Although the United States Supreme Court previously held in Austin v. Michigan Chamber of Commerce that a state’s ban on independent expenditures by corporations—but not unions—did not violate the Equal Protection Clause, the “anti-distortion” rationale behind this distinction—that is, the presumption that corporate “war chests” pose a bigger threat than union spending—was expressly overruled in 2010 in Citizens United v. FEC. On the contributions side, although the Court upheld a ban on direct corporate contributions in 2003’s FEC v. Beaumont, that ban applied equally to unions and corporations, and the government failed to distinguish between the two.

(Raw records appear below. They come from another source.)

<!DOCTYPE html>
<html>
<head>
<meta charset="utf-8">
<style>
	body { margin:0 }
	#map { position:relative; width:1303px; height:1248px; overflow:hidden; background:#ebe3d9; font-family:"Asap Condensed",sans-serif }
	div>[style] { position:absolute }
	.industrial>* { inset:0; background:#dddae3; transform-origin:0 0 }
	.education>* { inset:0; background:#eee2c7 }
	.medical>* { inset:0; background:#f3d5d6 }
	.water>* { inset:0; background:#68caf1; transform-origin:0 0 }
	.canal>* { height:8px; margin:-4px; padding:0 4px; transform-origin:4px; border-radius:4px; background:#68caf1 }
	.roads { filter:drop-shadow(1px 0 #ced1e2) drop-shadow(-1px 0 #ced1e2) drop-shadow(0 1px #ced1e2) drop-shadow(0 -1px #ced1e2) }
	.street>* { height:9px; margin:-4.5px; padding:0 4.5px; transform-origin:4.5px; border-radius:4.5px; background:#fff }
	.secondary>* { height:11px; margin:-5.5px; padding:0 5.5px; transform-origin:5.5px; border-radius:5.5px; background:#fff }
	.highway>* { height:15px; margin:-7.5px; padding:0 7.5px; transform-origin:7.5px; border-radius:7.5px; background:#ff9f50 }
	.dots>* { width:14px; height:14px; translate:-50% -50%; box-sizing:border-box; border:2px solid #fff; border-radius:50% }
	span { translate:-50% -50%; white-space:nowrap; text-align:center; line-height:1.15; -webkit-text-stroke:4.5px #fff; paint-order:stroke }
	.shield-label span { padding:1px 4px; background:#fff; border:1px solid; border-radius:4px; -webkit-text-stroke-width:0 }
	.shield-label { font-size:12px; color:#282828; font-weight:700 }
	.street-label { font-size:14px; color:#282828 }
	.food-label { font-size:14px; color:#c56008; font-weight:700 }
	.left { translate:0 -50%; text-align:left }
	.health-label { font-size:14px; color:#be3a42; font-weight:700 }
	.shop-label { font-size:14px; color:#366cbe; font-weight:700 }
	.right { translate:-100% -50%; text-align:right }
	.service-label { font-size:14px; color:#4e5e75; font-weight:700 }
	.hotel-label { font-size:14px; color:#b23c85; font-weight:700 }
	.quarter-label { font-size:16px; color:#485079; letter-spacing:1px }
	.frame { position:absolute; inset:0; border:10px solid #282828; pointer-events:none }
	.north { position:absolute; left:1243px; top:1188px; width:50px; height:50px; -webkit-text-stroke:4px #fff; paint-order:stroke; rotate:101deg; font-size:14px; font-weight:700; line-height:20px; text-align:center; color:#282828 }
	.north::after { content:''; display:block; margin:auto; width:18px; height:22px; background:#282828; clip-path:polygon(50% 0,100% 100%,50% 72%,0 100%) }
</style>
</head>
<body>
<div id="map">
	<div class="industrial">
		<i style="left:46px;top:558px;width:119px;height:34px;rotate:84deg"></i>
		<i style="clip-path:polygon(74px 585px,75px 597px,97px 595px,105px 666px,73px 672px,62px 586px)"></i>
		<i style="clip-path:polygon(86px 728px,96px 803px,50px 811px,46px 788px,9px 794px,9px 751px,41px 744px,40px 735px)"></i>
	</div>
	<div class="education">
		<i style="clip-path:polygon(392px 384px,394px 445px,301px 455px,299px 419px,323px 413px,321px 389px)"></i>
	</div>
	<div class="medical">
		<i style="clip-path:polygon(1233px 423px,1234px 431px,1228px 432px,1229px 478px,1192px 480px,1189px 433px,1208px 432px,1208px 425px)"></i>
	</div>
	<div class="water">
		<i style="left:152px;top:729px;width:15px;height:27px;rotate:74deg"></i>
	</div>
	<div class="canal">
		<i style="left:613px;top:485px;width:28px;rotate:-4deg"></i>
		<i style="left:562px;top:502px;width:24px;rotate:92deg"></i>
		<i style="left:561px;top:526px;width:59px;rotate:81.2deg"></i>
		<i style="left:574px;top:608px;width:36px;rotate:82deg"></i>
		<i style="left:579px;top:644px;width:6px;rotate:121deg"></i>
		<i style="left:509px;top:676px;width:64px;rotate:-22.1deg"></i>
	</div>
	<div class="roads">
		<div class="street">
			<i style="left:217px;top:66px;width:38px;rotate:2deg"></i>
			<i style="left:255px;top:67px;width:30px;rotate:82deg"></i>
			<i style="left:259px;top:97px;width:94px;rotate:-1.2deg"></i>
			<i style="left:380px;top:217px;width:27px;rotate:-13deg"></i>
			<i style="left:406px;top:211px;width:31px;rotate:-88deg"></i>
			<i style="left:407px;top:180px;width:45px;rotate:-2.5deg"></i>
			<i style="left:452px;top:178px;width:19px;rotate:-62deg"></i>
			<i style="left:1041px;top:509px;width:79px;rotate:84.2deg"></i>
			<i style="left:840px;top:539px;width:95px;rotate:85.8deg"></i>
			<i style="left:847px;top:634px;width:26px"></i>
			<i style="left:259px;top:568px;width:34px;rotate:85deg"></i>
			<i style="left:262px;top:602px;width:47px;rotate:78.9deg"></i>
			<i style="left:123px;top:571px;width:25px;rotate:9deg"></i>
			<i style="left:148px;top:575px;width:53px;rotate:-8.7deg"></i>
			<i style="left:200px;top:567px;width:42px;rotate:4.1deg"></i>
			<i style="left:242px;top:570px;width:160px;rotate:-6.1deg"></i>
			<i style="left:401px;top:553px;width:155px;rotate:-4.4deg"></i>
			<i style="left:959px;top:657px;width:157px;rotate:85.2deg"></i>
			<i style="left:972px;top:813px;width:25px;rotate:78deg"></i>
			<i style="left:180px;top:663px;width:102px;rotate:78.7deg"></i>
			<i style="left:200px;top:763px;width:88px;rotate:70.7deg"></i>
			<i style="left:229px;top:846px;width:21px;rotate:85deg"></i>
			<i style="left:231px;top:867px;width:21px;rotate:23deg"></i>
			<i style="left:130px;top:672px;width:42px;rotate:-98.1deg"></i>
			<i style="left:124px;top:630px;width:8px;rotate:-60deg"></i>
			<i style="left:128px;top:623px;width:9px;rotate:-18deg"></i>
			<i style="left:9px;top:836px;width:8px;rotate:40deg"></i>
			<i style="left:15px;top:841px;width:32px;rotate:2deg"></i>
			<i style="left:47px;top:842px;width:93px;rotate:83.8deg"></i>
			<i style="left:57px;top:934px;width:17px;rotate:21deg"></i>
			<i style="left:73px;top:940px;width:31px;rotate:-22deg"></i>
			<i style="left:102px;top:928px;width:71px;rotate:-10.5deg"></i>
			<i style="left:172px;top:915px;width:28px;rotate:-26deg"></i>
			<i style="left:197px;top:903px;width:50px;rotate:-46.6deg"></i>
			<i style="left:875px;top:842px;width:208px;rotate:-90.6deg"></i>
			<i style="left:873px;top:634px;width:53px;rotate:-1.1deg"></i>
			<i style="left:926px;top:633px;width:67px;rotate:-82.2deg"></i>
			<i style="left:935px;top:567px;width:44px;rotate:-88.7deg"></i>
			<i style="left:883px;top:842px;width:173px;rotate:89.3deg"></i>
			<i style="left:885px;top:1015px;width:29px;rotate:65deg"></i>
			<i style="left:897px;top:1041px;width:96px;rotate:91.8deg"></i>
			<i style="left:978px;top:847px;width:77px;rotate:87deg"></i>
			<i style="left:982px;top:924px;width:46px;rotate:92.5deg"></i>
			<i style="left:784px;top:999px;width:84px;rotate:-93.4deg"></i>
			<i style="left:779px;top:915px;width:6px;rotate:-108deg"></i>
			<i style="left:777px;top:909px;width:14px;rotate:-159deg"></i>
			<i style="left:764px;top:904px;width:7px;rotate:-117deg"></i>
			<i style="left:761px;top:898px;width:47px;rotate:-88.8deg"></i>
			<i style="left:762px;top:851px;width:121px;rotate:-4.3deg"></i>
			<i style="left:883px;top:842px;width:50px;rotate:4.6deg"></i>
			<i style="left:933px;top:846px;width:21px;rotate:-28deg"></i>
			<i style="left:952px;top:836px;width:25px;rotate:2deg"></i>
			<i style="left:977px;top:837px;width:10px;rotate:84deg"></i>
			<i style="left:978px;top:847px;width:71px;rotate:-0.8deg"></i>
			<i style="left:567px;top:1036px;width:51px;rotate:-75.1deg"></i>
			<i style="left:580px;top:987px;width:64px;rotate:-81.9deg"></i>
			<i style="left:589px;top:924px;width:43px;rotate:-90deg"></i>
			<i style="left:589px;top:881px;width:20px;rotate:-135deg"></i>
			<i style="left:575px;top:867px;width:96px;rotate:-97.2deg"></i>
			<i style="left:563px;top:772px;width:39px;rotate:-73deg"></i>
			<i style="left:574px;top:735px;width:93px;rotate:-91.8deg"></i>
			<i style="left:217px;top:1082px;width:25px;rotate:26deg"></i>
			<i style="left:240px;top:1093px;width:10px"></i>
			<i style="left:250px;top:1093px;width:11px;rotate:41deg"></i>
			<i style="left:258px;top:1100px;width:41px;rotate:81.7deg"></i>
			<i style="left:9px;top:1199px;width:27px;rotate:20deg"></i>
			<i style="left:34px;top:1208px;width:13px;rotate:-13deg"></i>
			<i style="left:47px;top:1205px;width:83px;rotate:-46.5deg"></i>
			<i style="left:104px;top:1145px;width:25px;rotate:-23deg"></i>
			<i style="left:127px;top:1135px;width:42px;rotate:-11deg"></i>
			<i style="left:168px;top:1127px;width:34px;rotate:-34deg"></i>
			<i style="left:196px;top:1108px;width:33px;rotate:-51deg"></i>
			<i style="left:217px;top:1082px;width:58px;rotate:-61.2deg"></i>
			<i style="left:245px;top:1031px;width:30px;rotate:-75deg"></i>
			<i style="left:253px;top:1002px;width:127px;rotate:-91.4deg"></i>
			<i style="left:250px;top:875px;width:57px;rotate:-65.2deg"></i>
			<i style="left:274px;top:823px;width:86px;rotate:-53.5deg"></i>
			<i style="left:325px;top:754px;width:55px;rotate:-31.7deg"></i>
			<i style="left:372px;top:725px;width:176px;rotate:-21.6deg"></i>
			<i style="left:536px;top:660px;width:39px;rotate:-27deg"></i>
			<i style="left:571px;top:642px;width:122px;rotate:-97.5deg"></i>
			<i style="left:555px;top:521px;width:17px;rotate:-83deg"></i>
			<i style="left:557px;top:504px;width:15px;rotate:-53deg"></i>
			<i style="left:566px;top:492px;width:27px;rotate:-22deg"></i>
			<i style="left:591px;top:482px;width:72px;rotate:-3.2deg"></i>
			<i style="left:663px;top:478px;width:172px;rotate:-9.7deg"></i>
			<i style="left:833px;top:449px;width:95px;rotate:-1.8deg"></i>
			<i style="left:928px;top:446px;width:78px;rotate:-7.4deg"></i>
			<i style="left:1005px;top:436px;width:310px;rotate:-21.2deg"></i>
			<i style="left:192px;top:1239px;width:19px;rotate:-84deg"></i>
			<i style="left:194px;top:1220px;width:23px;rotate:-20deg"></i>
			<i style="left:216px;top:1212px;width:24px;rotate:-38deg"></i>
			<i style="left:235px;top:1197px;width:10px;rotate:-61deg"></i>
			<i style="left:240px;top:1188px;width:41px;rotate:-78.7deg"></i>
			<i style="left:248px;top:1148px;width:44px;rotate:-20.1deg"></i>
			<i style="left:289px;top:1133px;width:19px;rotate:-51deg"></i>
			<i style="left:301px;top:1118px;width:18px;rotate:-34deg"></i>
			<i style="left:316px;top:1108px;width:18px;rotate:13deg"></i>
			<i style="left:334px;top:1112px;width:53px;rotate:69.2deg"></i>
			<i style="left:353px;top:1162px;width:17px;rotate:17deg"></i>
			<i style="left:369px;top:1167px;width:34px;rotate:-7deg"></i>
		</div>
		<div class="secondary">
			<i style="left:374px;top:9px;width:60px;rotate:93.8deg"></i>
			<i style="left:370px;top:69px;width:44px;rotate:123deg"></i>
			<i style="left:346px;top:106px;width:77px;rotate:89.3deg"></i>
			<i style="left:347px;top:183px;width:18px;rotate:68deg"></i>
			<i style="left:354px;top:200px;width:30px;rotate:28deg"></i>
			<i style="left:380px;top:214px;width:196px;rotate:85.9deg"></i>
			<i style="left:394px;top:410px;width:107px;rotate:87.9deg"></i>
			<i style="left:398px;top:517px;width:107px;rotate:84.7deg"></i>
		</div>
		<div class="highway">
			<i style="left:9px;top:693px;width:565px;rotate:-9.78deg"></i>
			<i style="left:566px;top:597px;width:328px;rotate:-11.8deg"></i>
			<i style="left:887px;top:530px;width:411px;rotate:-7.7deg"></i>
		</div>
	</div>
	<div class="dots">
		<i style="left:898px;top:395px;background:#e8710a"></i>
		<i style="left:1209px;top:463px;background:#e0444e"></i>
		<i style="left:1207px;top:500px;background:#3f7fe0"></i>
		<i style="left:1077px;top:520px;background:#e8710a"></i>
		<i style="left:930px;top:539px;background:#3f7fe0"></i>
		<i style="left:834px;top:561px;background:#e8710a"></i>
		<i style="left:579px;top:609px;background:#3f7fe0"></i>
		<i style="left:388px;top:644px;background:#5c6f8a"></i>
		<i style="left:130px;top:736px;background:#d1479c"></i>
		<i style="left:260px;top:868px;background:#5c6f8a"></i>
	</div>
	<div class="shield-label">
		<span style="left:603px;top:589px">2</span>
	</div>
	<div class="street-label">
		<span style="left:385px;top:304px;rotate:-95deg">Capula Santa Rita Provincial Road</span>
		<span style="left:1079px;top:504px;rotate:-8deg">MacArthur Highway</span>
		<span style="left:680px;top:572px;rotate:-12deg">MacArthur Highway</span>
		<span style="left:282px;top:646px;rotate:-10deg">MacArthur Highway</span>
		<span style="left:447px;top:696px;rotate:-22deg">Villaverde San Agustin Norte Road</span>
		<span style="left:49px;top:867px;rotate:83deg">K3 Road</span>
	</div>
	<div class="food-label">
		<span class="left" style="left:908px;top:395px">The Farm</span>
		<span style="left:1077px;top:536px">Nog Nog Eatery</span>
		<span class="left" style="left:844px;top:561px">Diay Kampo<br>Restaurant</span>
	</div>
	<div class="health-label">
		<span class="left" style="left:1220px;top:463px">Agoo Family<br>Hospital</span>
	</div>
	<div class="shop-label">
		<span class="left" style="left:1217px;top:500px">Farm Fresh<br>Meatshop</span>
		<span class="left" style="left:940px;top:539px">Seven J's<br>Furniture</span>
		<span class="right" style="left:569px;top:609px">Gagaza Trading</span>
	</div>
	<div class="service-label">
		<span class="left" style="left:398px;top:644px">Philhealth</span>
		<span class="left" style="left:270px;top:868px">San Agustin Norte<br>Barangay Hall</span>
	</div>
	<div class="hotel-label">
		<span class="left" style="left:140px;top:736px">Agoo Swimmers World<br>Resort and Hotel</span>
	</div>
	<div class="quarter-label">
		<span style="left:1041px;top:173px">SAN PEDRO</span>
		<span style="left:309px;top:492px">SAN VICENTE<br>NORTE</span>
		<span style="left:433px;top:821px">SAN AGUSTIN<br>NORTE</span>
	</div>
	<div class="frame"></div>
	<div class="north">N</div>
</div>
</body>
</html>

At the state level, at least one court has gone one step further and directly struck down a law distinguishing between corporate and union contributions. In 2010’s Dallman v. Ritter, the law in question—an amendment to the Colorado Constitution that prohibited unions from making contributions, but allowed corporate PACs to make such contributions—was essentially the reverse of Massachusetts’ presently challenged law. That court held that the amendment abridged the plaintiff’s First Amendment right to association, as well as their Fourteenth Amendment right to equal protection, by “treating unions differently than other entities without compelling justification.” Although the court acknowledged that unions and corporations were “structurally dissimilar,” it concluded that for the purposes of regulating political speech, they were “similarly situated.” It follows that this reasoning flows both ways: if unions are the same as corporations in the campaign finance context, then indeed, corporations are the same as unions.
The Eighth Circuit, for its part, has expressed skepticism about the ability of corporations to challenge contribution restrictions that distinguish between corporate and union speech under the Fourteenth Amendment’s Equal Protection Clause. However, that same court has upheld a law that banned corporate political contributions and allowed union contributions, holding that although a corporation lacked standing to bring an Equal Protection claim, it did have standing to challenge the law under the First Amendment.
On balance, these cases demonstrate that although courts are skeptical when granting corporations standing to challenge campaign finance laws under the Equal Protection Clause, the possibility of a successful outcome for a corporation challenging such laws under the First Amendment (as alleged in the Massachusetts plaintiffs’ complaint) appears far more likely. Ultimately, the success or failure of the Massachusetts’ plaintiffs’ challenge to that state’s campaign finance law will rest upon the Constitutional claim upon which they rely—and a First Amendment challenge is far more likely to be successful than one based upon the Equal Protection Clause.